Great to read people describe actual moments in here. Less so just lists of whole games.

 

Anyway.

 

Here are some bits from MGSV:

 

Approaching an enemy encampment, scoping out the place until you've got them all tracked on screen, about to go in and start clearing the place out. But first the all important backing music selection. Stealthing to A-Ha, Take on Me.

 

Creating a string of different non-lethal takedowns. Set up a decoy, plant sleep mines nearby, send in D-dog for a taser attack then finish off a straggler with the tranq gun. All complete with comedy snoring and zzz effects.

 

Approaching a mission where you have to take out a tank and realising for the first time you can simply crawl up behind it and Fulton extract the whole thing.

 

A mission where I'm trapped in a dead end against a huge fence. Enemies closing in. There's a gate in the fence but it's locked and I can't get through. But there's a jeep parked over there. Could I bust through the gate in that? That never works in games though, does it? I'll try it anyway. Get int he jeep reverse back a bit to get a run up, power towards the gate. It smashes open A-Team style and I'm home free. Of course it worked. Everything works in MGSV. 

 

 

This is where I'm at.

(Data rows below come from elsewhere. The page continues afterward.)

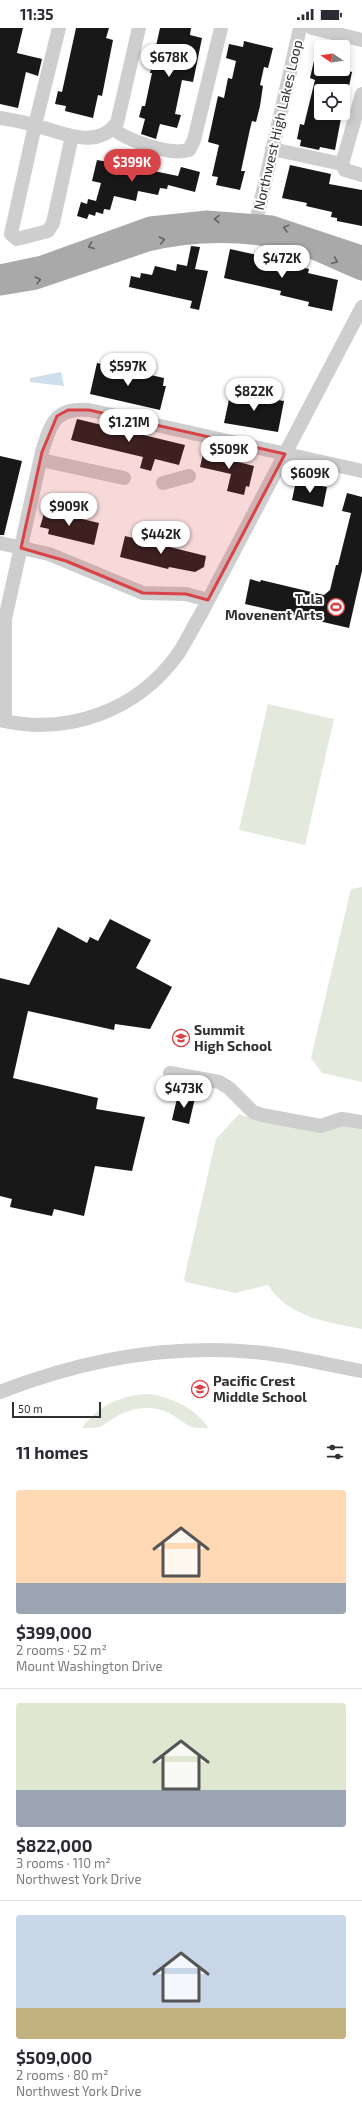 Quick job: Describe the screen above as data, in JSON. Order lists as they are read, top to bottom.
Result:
{
  "streets": {
    "street": ["Northwest High Lakes Loop"]
  },
  "places": {
    "sports": ["Tula Movenent Arts"],
    "school or university": ["Summit High School", "Pacific Crest Middle School"]
  },
  "scale_bar": "50 m",
  "north": "left",
  "page": {
    "status": "11:35",
    "price": [
      "$678K",
      "$399K",
      "$472K",
      "$597K",
      "$822K",
      "$1.21M",
      "$509K",
      "$609K",
      "$909K",
      "$442K",
      "$473K"
    ],
    "scale": "50 m",
    "heading": "11 homes",
    "list": [
      {
        "name": "$399,000",
        "note": "2 rooms · 52 m² · Mount Washington Drive"
      },
      {
        "name": "$822,000",
        "note": "3 rooms · 110 m² · Northwest York Drive"
      },
      {
        "name": "$509,000",
        "note": "2 rooms · 80 m² · Northwest York Drive"
      }
    ]
  }
}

I'm not sure this gen has seen a total shift from scripted to systemic moments, but they have certainly been the moments I've enjoyed the most.  MGSV and BotW have been the standouts, but all these moments are what we made of them and getting a large group of people to agree on a singular experience is probably the trade off.  For me it's worth, especially in how those games allow you to recover from mistakes, to improvise when something unexpected happens and to feel like you've fucked with the NPCs (like cheeky fultoning of military hardware in MGSV).  I don't think I'll ever recreate the feeling I got when I first walked into Orgrimmar in 2005 because that was a moment which changed my very idea of what games could be, but the extra systemic things which became possible in this gen and will continue to expand in the next are where I get my kicks.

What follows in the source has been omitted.